GRACKLE: an interpretable matrix factorization approach for biomedical representation learning
Lucas A Gillenwater, Lawrence E Hunter, James C Costello

TL;DR
GRACKLE is a new method that uses biological knowledge to improve gene pattern discovery in diseases, especially when data is limited.
Contribution
GRACKLE introduces a joint integration of sample similarity and gene similarity with prior biological knowledge in matrix factorization.
Findings
GRACKLE outperformed other NMF algorithms in simulations with increased background noise.
GRACKLE identified condition-enriched subgroups in breast tumors and Down syndrome samples.
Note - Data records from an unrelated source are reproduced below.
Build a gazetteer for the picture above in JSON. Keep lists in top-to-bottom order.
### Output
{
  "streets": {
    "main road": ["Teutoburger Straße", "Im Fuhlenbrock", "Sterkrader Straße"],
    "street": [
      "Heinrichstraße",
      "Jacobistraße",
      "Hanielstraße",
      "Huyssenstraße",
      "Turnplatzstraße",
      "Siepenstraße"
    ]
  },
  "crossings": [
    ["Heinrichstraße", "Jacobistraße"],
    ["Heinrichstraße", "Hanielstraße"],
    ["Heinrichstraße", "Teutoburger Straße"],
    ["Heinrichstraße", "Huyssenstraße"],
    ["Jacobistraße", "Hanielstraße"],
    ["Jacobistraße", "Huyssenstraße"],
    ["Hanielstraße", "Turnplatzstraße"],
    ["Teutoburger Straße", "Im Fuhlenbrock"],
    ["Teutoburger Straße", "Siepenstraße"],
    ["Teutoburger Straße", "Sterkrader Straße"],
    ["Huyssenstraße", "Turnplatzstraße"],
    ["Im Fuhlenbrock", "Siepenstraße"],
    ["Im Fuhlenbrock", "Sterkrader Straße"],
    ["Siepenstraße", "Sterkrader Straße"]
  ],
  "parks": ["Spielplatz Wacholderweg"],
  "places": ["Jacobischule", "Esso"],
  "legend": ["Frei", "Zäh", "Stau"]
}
Latent representations aligned with known biological patterns like autoimmune conditions and sleep apnea.
Abstract
Disruption in normal gene expression can contribute to the development of diseases and chronic conditions. However, identifying disease-specific gene signatures can be challenging due to the presence of multiple co-occurring conditions and limited sample sizes. Unsupervised representation learning methods, such as matrix decomposition and deep learning, simplify high-dimensional data into understandable patterns, but often do not provide clear biological explanations. Incorporating prior biological knowledge directly can enhance understanding and address small sample sizes. Nevertheless, current models do not jointly consider prior knowledge of molecular interactions and sample labels. We present GRACKLE, a novel nonnegative matrix factorization approach that applies Graph Regularization Across Contextual KnowLedgE. GRACKLE integrates sample similarity and gene similarity matrices…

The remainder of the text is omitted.